→ **WHAT TO DO**
Going line by line through the records below, count those containing the word "serif", then give only the count.

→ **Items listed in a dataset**
- - - -

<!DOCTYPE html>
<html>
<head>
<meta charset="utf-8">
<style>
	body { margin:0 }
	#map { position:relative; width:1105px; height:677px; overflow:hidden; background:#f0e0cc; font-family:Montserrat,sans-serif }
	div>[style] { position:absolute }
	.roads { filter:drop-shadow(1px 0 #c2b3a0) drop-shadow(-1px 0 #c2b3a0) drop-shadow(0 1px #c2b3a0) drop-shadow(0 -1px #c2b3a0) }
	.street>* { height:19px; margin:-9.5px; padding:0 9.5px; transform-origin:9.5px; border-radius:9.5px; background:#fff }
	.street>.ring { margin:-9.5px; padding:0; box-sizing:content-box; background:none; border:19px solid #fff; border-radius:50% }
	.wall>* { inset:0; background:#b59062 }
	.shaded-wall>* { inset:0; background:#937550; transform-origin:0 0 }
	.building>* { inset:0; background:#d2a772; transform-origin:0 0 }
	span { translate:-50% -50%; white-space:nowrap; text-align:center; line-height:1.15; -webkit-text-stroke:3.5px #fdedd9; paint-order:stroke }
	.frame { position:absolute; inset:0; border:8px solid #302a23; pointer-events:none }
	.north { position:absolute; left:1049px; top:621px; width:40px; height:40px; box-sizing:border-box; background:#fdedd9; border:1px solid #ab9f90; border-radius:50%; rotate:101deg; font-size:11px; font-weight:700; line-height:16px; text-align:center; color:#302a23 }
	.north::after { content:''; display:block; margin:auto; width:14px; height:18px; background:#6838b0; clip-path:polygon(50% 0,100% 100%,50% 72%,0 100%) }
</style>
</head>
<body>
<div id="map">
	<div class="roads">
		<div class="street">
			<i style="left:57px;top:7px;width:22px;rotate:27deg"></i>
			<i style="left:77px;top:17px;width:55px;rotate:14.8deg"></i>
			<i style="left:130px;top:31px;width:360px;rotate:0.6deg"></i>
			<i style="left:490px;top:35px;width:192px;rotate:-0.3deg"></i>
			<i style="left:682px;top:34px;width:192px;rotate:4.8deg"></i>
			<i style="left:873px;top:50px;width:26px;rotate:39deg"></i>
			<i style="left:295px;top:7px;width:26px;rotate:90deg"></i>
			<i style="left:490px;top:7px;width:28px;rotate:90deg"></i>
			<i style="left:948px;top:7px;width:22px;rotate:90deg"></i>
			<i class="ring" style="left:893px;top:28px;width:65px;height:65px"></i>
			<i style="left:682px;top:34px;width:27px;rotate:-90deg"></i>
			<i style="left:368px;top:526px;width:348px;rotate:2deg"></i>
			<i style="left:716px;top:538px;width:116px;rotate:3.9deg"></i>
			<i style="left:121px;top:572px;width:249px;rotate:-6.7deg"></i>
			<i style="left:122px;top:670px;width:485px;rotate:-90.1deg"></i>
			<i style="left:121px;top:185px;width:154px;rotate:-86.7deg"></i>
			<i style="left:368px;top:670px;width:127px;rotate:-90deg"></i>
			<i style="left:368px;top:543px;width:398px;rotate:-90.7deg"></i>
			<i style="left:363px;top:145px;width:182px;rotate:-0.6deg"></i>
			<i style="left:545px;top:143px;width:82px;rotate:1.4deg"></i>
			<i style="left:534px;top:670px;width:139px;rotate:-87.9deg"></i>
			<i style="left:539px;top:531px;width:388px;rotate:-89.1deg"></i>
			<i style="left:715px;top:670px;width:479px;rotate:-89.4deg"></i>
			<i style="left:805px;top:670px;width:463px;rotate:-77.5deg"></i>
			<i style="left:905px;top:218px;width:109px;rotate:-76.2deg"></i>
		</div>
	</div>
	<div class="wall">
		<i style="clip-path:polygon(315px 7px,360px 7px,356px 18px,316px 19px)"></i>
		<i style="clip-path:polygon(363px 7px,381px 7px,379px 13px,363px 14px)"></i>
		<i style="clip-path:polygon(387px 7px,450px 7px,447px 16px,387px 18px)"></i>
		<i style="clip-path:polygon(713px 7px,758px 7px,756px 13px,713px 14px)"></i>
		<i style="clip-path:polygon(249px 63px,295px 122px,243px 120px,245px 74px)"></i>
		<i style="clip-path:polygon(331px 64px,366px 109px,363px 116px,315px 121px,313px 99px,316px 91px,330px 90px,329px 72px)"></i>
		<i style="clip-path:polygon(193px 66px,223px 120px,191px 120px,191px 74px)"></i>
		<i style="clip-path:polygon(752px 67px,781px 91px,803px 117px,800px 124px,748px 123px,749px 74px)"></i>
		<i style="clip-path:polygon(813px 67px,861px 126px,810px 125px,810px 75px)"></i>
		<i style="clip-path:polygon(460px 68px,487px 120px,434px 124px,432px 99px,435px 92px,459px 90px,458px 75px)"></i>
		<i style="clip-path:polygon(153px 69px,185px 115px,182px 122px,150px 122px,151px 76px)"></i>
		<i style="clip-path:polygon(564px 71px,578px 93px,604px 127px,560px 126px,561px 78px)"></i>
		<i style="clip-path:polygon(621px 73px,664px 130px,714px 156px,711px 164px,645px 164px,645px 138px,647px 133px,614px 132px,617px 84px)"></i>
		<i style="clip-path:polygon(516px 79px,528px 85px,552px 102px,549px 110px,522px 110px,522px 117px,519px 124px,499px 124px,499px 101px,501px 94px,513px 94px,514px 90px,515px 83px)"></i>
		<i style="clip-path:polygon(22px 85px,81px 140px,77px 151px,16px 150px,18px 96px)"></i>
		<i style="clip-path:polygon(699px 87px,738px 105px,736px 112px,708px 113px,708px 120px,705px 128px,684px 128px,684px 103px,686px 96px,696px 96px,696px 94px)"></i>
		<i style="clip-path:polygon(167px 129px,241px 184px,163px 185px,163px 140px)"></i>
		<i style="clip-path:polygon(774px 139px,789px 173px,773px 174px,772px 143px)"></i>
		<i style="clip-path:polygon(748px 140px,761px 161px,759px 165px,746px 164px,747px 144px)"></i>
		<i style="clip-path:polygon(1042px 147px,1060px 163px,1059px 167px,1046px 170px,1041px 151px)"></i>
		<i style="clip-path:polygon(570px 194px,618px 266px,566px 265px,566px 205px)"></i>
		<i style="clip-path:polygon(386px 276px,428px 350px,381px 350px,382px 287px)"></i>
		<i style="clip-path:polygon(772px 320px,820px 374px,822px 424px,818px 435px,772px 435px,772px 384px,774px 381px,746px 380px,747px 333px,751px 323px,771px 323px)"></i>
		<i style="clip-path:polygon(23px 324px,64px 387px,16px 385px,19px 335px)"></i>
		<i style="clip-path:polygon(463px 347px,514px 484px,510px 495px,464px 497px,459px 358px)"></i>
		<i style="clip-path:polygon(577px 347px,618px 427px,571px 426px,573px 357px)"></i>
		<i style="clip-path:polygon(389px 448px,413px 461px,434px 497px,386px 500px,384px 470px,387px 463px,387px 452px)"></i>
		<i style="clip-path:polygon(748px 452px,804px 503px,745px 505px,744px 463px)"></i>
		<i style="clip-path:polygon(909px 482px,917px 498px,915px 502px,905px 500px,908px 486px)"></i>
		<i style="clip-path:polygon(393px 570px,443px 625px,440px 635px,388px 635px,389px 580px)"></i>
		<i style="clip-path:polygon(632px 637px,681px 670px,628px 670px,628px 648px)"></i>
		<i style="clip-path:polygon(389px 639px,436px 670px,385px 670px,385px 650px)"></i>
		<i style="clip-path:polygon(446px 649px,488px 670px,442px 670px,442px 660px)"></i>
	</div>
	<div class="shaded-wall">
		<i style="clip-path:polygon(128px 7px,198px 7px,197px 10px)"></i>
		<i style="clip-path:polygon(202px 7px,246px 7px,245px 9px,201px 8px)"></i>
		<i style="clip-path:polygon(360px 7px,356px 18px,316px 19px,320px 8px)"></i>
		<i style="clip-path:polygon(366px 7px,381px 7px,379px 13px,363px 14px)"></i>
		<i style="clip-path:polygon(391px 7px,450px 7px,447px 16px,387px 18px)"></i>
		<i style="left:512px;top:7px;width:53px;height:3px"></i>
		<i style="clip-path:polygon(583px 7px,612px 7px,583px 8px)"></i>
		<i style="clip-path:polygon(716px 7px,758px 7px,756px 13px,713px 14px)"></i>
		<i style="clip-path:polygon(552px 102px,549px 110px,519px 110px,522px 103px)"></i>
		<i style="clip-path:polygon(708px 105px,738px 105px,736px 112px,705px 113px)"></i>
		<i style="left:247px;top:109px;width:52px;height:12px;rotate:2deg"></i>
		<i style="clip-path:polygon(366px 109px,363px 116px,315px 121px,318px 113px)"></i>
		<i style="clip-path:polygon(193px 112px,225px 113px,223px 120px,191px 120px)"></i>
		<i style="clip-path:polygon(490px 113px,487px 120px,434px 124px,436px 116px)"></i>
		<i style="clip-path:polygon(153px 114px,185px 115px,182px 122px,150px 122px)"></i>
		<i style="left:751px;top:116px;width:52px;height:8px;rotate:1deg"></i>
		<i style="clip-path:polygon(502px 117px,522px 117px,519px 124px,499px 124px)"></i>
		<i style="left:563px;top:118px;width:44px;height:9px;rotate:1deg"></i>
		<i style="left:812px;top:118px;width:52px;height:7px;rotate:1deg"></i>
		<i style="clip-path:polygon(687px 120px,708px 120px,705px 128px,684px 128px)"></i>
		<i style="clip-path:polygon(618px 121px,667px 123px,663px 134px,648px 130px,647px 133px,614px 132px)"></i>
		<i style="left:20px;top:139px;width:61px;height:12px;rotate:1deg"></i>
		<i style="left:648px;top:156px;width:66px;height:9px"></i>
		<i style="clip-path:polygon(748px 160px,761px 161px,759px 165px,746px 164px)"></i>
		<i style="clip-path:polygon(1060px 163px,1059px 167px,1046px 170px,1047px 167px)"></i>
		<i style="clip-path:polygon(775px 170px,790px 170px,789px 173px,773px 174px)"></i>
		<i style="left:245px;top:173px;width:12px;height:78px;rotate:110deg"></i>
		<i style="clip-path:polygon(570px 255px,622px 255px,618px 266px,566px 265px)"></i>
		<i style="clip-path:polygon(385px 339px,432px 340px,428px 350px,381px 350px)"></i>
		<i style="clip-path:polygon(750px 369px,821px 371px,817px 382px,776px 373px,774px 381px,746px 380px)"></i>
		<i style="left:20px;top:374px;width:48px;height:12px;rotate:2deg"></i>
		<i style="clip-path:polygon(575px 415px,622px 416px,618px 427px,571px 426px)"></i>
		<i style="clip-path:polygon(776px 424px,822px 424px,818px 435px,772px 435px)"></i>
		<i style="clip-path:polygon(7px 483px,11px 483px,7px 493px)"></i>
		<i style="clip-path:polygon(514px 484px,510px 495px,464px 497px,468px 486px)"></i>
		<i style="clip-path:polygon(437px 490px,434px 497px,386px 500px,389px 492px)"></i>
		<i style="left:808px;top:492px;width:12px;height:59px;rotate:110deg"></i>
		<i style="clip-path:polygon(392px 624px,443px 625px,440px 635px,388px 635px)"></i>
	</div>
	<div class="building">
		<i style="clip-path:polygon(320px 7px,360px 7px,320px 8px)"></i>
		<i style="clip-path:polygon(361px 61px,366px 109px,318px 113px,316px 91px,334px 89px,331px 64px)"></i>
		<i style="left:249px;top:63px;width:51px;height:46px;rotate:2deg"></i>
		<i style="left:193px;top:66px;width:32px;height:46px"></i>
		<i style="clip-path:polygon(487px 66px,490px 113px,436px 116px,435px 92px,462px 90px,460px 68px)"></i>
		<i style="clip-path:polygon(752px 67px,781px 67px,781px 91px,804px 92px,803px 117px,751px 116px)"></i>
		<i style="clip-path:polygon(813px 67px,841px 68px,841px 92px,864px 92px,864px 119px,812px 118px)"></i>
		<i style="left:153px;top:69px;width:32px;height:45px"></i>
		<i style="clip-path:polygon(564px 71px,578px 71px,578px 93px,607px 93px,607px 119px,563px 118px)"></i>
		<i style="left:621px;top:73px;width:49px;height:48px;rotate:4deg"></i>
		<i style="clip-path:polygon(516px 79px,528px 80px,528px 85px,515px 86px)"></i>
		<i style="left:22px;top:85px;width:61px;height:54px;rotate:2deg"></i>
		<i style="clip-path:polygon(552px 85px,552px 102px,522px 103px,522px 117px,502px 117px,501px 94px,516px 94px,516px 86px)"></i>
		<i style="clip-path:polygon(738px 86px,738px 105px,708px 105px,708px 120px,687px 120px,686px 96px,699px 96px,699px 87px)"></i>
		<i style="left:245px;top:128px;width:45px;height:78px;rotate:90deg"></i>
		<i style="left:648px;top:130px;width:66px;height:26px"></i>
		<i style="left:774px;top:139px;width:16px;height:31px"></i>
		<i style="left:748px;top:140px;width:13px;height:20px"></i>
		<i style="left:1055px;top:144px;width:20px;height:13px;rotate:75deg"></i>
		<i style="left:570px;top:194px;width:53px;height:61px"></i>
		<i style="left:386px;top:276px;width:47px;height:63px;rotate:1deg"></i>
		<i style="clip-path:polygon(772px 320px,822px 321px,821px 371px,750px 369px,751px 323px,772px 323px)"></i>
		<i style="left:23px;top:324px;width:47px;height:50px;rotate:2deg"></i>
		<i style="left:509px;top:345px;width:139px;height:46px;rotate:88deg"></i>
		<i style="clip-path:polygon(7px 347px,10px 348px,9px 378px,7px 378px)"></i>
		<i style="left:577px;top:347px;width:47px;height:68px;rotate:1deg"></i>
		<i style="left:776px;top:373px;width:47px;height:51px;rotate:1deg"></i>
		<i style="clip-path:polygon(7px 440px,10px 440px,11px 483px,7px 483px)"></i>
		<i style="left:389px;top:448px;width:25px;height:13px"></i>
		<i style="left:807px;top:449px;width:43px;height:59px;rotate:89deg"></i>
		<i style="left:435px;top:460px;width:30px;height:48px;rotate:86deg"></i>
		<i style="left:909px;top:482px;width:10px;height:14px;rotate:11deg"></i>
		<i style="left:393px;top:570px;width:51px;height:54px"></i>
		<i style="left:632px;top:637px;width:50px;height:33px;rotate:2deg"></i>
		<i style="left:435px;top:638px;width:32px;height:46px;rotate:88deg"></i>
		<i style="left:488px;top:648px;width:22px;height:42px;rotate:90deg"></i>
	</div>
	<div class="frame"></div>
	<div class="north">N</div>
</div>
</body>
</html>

- - - -

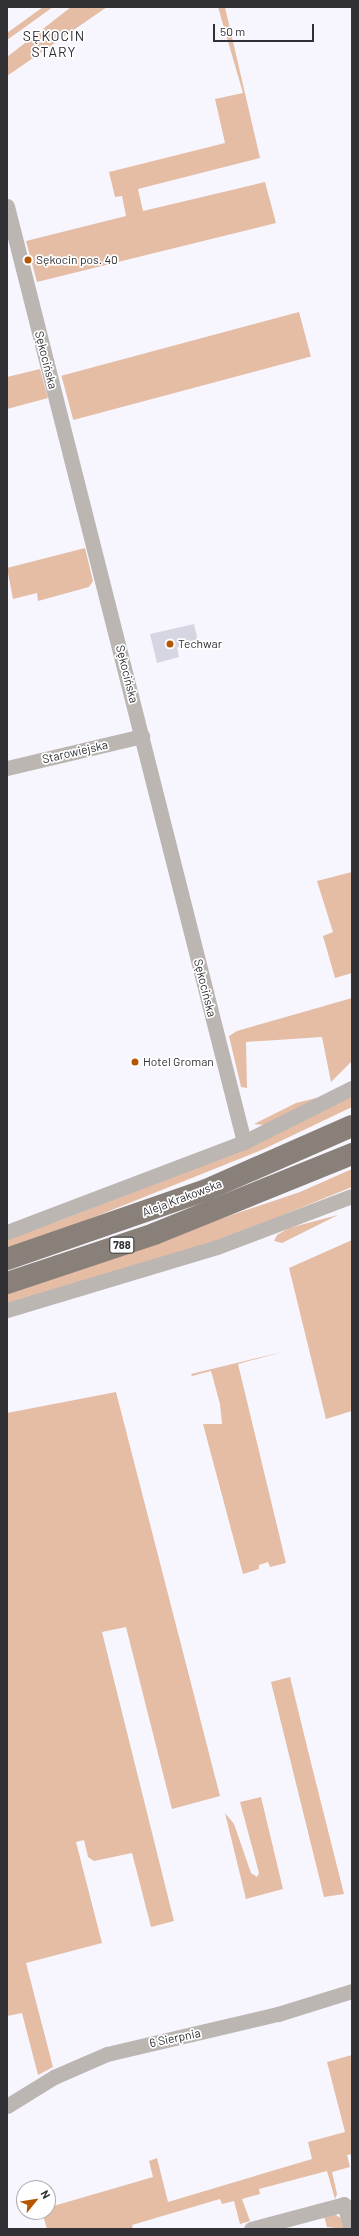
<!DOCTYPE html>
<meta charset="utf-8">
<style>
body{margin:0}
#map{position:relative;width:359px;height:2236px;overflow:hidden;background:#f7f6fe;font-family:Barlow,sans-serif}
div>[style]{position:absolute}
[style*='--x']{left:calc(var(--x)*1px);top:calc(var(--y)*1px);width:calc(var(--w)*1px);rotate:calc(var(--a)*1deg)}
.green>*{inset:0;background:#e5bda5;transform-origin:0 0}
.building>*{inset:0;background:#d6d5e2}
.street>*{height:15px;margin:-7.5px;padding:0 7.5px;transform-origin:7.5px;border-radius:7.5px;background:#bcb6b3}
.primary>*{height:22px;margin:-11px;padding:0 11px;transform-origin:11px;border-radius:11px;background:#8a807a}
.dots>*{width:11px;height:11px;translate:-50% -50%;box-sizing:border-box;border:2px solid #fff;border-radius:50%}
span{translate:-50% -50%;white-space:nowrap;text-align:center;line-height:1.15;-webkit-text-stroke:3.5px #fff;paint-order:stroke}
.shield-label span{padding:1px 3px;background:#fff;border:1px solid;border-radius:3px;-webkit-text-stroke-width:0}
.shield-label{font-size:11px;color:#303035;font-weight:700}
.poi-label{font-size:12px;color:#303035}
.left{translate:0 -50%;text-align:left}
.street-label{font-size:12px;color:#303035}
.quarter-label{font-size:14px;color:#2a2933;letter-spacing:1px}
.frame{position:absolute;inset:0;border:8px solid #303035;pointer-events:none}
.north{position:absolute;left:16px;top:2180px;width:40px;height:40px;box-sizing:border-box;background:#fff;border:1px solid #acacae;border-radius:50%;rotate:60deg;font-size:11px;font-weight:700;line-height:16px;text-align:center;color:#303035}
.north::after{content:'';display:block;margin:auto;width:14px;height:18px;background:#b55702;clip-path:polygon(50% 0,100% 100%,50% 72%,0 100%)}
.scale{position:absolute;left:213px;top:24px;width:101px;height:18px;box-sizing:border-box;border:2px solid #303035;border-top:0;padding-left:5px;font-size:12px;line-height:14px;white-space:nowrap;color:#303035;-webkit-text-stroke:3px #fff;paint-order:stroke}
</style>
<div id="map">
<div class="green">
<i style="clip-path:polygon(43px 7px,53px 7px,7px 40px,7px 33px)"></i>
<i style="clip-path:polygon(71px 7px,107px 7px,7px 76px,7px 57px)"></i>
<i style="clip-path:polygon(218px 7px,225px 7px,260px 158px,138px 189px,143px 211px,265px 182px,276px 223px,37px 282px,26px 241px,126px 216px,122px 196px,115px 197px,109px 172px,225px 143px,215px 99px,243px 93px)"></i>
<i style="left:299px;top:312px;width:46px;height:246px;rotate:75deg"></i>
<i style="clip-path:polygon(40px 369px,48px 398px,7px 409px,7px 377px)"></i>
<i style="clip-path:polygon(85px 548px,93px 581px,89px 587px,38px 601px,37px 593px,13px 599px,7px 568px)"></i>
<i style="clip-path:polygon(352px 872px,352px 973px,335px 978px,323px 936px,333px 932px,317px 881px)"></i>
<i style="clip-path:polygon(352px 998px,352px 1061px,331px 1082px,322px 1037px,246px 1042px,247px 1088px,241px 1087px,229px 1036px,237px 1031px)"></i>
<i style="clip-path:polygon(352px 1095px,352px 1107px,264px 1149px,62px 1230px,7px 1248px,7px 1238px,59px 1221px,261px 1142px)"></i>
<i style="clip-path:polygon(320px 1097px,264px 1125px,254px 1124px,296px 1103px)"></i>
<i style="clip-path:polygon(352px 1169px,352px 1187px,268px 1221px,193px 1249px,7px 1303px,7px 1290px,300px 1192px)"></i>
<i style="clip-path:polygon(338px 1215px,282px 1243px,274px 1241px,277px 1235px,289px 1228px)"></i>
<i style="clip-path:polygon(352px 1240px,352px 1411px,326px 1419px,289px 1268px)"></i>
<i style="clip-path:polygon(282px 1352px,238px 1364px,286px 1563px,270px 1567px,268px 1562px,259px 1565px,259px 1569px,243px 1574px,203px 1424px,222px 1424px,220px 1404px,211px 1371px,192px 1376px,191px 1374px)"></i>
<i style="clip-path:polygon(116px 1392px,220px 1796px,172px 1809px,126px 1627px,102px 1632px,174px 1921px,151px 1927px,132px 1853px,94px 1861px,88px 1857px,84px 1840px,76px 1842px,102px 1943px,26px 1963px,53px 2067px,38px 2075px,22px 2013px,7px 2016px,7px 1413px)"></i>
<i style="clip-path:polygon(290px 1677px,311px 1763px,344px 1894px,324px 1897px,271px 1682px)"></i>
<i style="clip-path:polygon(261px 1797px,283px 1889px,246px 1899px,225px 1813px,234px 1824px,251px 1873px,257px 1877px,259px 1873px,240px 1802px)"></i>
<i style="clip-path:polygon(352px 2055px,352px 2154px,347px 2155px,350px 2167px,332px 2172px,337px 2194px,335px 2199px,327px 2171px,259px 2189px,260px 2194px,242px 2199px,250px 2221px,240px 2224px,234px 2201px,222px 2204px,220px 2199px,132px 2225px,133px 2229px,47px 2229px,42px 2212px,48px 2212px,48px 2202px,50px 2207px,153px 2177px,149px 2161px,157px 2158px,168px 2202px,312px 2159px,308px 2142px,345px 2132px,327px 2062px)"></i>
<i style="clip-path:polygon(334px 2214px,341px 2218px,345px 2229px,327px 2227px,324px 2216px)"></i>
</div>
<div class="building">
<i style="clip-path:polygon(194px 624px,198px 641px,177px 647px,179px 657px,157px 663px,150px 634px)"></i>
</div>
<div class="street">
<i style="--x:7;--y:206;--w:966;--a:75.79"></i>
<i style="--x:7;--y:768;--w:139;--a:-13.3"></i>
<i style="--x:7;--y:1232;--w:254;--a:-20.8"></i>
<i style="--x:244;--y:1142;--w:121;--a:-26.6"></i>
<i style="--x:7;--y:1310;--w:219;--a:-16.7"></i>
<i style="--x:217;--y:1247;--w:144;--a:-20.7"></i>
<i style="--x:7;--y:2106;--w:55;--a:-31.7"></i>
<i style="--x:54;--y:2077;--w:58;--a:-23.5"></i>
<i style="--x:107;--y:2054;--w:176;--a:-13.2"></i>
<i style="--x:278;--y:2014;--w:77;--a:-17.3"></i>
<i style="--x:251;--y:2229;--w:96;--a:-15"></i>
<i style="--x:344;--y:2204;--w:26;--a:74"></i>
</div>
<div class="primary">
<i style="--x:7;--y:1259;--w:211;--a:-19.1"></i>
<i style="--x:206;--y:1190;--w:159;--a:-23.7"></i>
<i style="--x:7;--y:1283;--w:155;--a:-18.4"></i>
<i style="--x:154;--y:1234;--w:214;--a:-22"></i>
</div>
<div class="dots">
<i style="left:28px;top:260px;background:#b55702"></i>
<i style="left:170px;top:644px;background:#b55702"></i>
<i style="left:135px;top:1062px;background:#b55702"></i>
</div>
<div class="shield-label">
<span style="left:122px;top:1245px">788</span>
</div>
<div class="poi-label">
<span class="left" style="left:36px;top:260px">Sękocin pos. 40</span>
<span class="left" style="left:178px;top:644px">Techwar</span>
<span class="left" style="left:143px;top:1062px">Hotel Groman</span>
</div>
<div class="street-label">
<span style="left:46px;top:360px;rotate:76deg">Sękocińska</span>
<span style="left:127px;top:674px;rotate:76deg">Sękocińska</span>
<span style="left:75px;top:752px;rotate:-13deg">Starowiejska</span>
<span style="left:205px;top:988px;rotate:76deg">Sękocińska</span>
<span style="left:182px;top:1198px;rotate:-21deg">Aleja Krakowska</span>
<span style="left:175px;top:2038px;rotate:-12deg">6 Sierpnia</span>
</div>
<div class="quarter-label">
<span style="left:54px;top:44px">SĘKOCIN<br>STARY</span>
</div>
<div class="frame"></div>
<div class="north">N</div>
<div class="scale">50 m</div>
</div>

- - - -

→ **WRITTEN REPLY**
2